* [PROBLEM STATEMENT]: Count every line in the entries that holds the word "Boulevard". The reply is that count alone.

**********

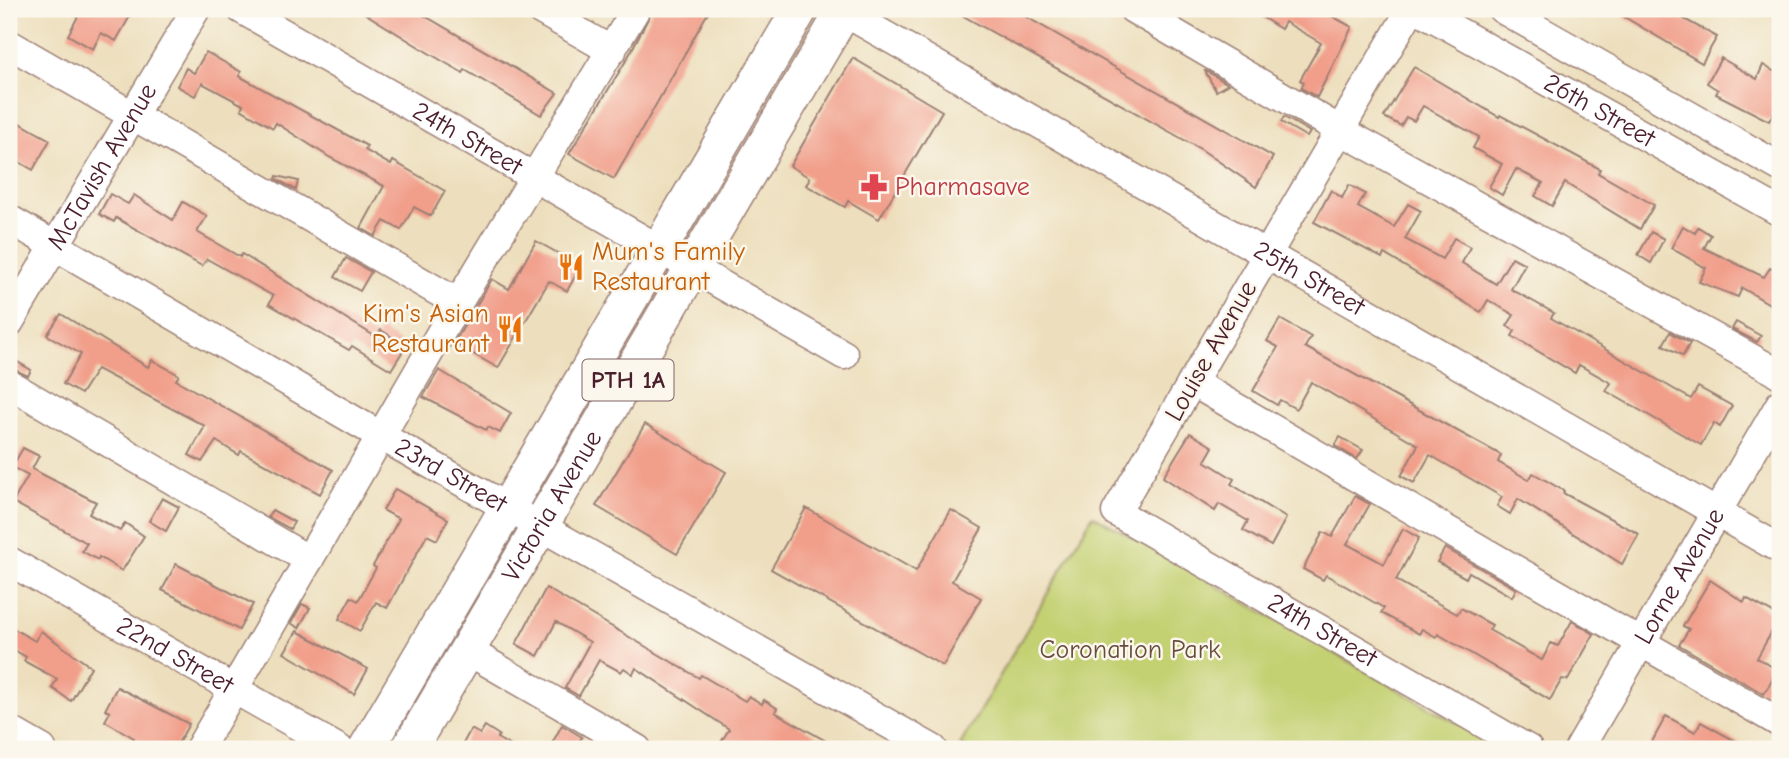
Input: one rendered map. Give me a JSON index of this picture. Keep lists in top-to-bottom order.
{
  "streets": {
    "main road": ["PTH 1A", "Victoria Avenue"],
    "street": [
      "26th Street",
      "24th Street",
      "McTavish Avenue",
      "25th Street",
      "Louise Avenue",
      "23rd Street",
      "Lorne Avenue",
      "22nd Street"
    ]
  },
  "crossings": [
    ["24th Street", "Louise Avenue"],
    ["24th Street", "Victoria Avenue"],
    ["McTavish Avenue", "23rd Street"],
    ["25th Street", "Louise Avenue"],
    ["25th Street", "Victoria Avenue"],
    ["25th Street", "Lorne Avenue"],
    ["23rd Street", "Victoria Avenue"]
  ],
  "parks": ["Coronation Park"],
  "places": {
    "pharmacy": ["Pharmasave"],
    "restaurant": ["Mum's Family Restaurant", "Kim's Asian Restaurant"]
  }
}
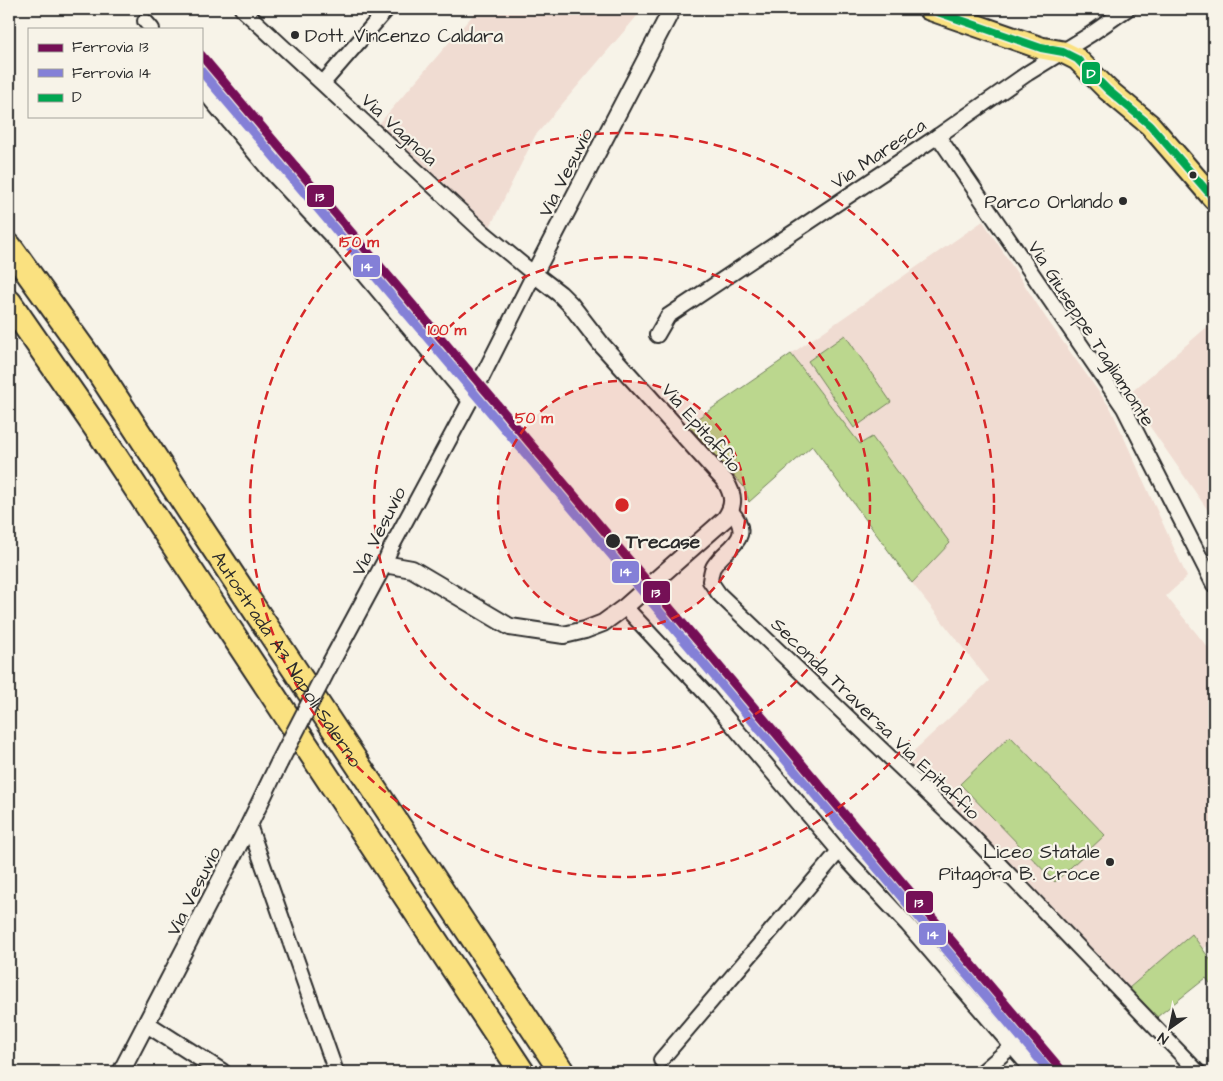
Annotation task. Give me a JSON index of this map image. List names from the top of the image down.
{
  "streets": {
    "highway": ["Autostrada A3 Napoli-Salerno"],
    "street": [
      "Via Vagnola",
      "Via Maresca",
      "Via Vesuvio",
      "Via Giuseppe Tagliamonte",
      "Via Epitaffio",
      "Seconda Traversa Via Epitaffio"
    ]
  },
  "crossings": [
    ["Via Vagnola", "Via Vesuvio"],
    ["Via Vagnola", "Via Epitaffio"],
    ["Via Maresca", "Via Giuseppe Tagliamonte"],
    ["Via Vesuvio", "Via Epitaffio"],
    ["Via Epitaffio", "Seconda Traversa Via Epitaffio"]
  ],
  "places": [
    "Dott. Vincenzo Caldara",
    "Parco Orlando",
    "Trecase",
    "Liceo Statale Pitagora B. Croce"
  ],
  "lines": ["transit line D", "rail line 13", "rail line 14"],
  "legend": ["Ferrovia 13", "Ferrovia 14", "D"],
  "north": "bottom left",
  "rings": ["150 m", "100 m", "50 m"]
}
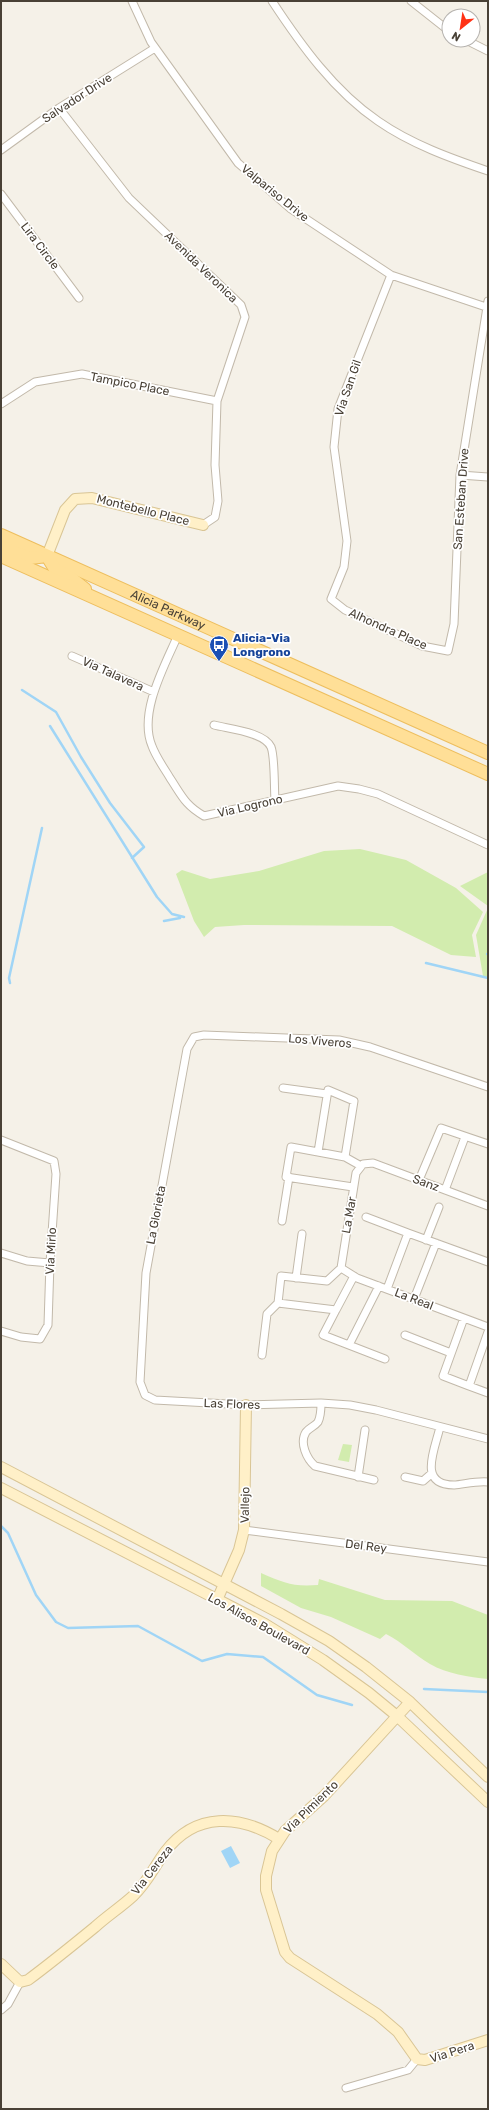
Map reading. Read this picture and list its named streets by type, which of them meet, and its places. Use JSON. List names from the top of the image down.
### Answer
{
  "streets": {
    "main road": ["Alicia Parkway"],
    "street": [
      "Salvador Drive",
      "Valpariso Drive",
      "Lira Circle",
      "Avenida Veronica",
      "Tampico Place",
      "Via San Gil",
      "San Esteban Drive",
      "Montebello Place",
      "Alhondra Place",
      "Via Talavera",
      "Via Logrono",
      "Los Viveros",
      "Sanz",
      "La Glorieta",
      "La Mar",
      "Via Mirlo",
      "La Real",
      "Las Flores",
      "Vallejo",
      "Del Rey",
      "Los Alisos Boulevard",
      "Via Pimiento",
      "Via Cereza",
      "Via Pera"
    ]
  },
  "crossings": [
    ["Salvador Drive", "Valpariso Drive"],
    ["Salvador Drive", "Avenida Veronica"],
    ["Valpariso Drive", "Via San Gil"],
    ["Valpariso Drive", "San Esteban Drive"],
    ["Avenida Veronica", "Tampico Place"],
    ["Avenida Veronica", "Montebello Place"],
    ["Via San Gil", "Alhondra Place"],
    ["San Esteban Drive", "Alhondra Place"],
    ["Montebello Place", "Alicia Parkway"],
    ["Alicia Parkway", "Via Logrono"],
    ["Via Talavera", "Via Logrono"],
    ["Los Viveros", "La Glorieta"],
    ["Sanz", "La Mar"],
    ["La Glorieta", "Las Flores"],
    ["La Mar", "La Real"],
    ["Las Flores", "Vallejo"],
    ["Vallejo", "Del Rey"],
    ["Vallejo", "Los Alisos Boulevard"],
    ["Los Alisos Boulevard", "Via Pimiento"],
    ["Via Pimiento", "Via Cereza"],
    ["Via Pimiento", "Via Pera"]
  ],
  "places": {
    "bus stop": ["Alicia-Via Longrono"]
  },
  "north": "bottom left"
}
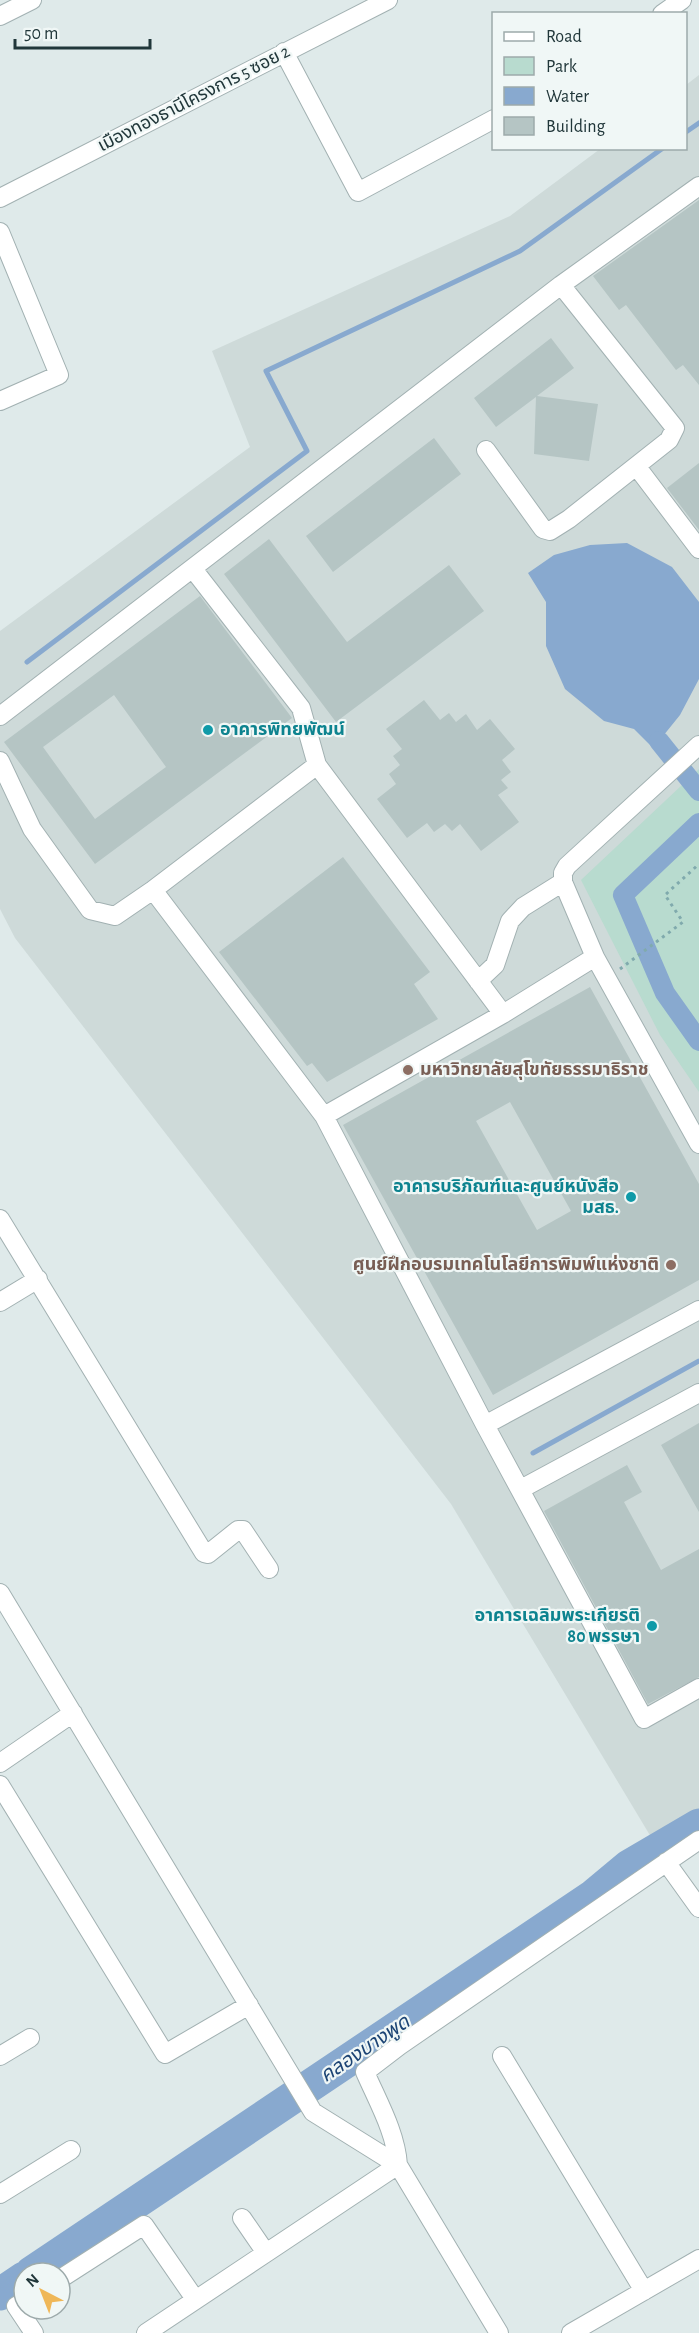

**********

* [TASK OUTPUT]: 3